Changes in sea surface temperatures in the South Atlantic Ocean could help predict malaria epidemics in north-west India well before actual outbreaks, scientists have found, potentially handing public health officials more time to tackle the parasitic disease that strikes 9 million Indians every year.
Lower July temperatures in the tropical South Atlantic are associated with malaria epidemics in Delhi, Rajasthan, Punjab and Haryana 4-months before actual outbreaks that typically occur in October or November, the scientists at the University of Michigan Ann Arbor have found.
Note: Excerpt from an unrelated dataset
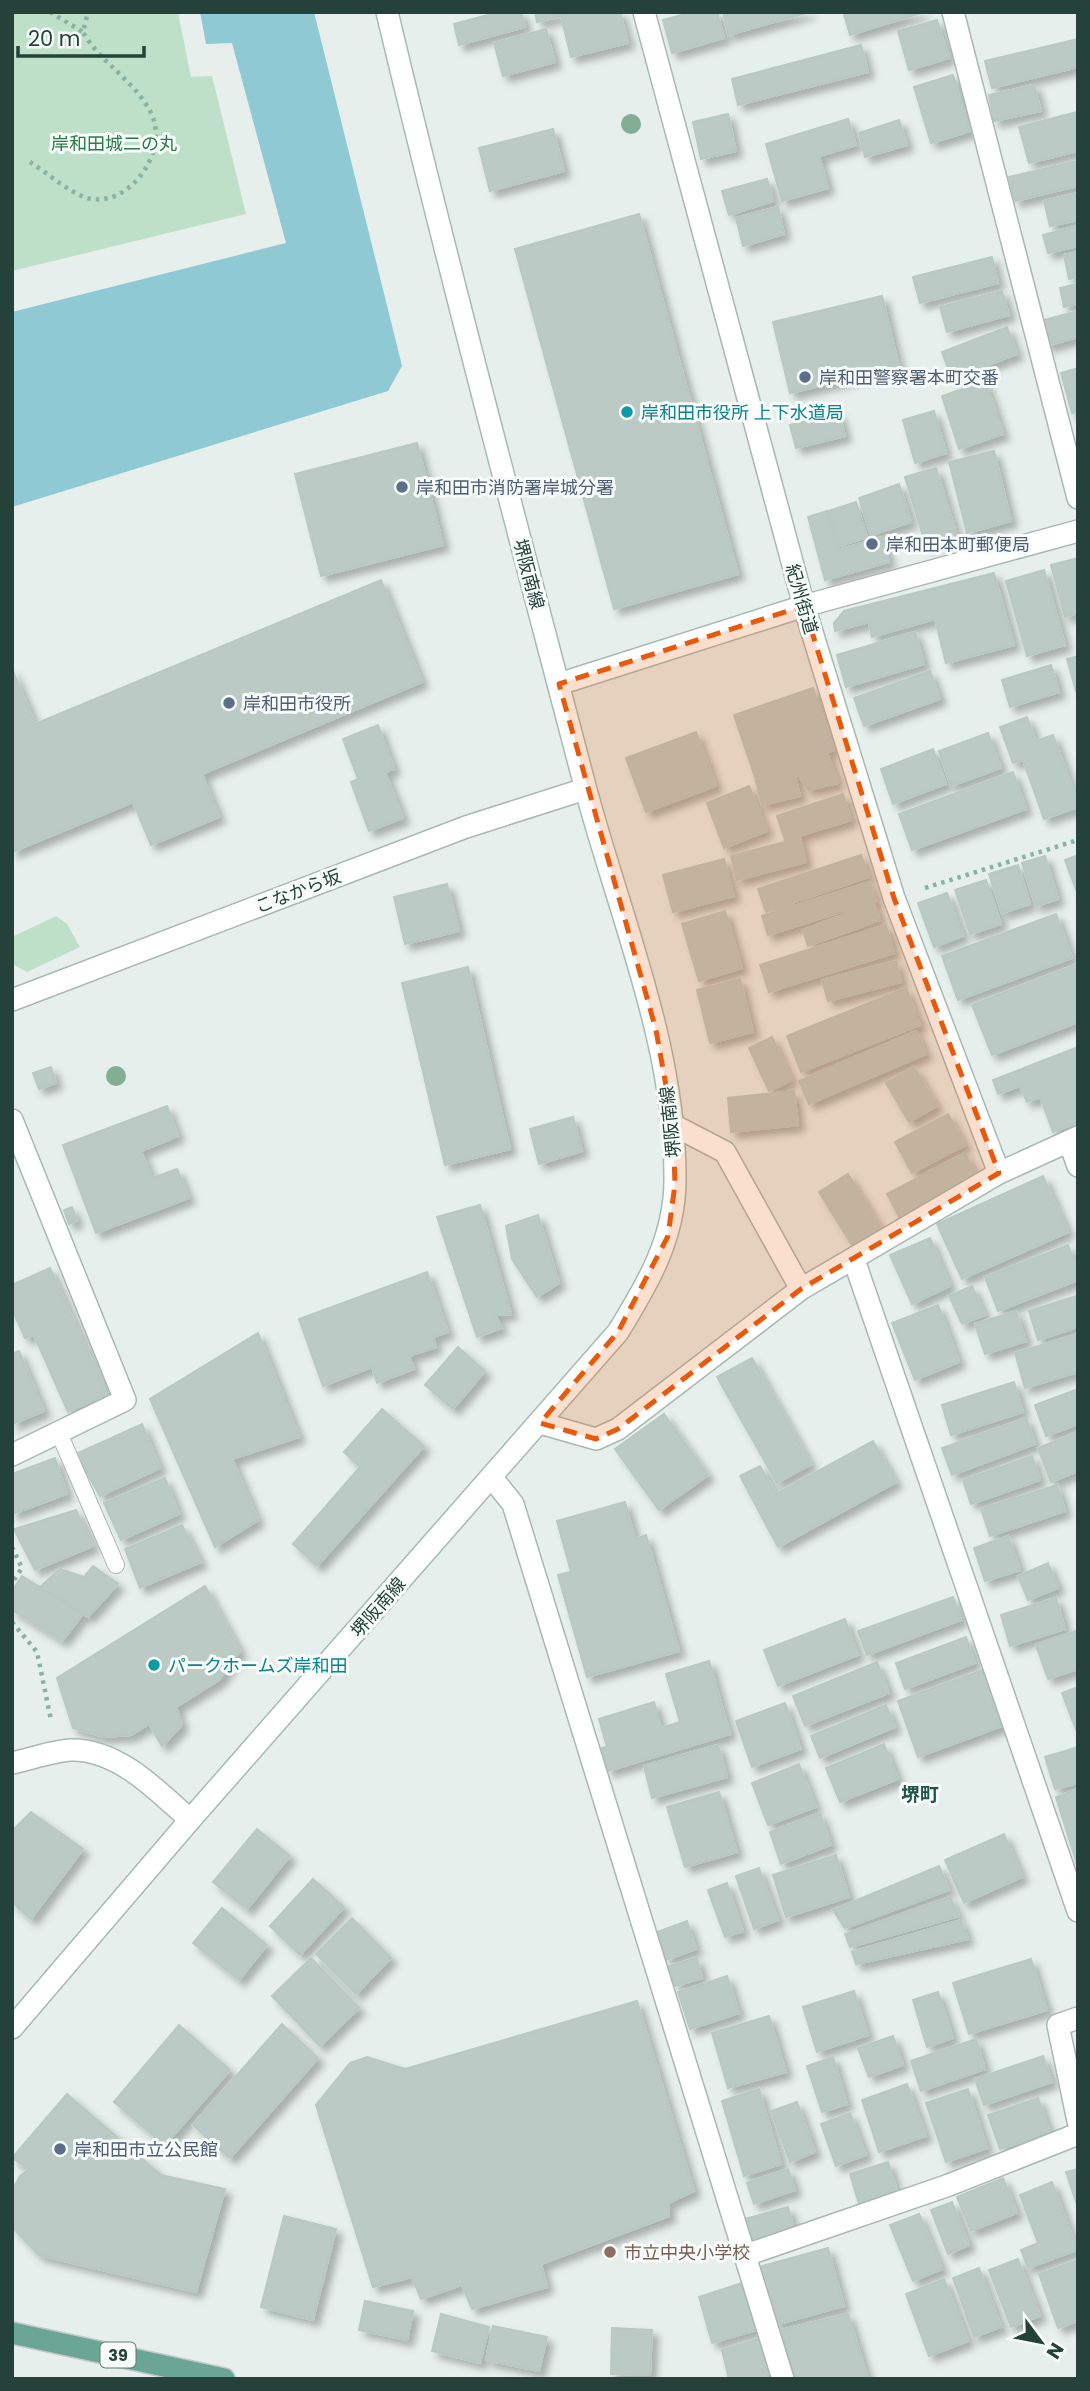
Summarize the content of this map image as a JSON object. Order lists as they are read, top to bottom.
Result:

Their research was published on Sunday in reputed journal Nature Climate Change.
“The climate link we have uncovered can be used as an indicator of malaria risk,” said ecologist Mercedes Pascaul, who headed the team. “We hope these findings can be used as part of an early warning system.”
The probability of malaria epidemics is currently calculated largely by looking at monsoon-season rainfall totals to predict the likelihood of breeding sites for the Anopheles mosquito that carries the malaria parasite. This typically gives public health officials just a one-month head-start over actual outbreaks – often not enough time.
Pascaul and her colleagues analyzed malaria incidence records from India’s northwest states from 1985 to 2006, and then used statistical and computerized climate models to examine any associations between sea surface temperatures and malaria epidemics.
They found that colder-than-usual July temperatures of the sea in the tropical South Atlantic, just west of Africa coincided with increases in both monsoon rainfall and in malaria incidence in northwest India in 9 out of 11 epidemic years. Their model also predicted the non-epidemic years accurately.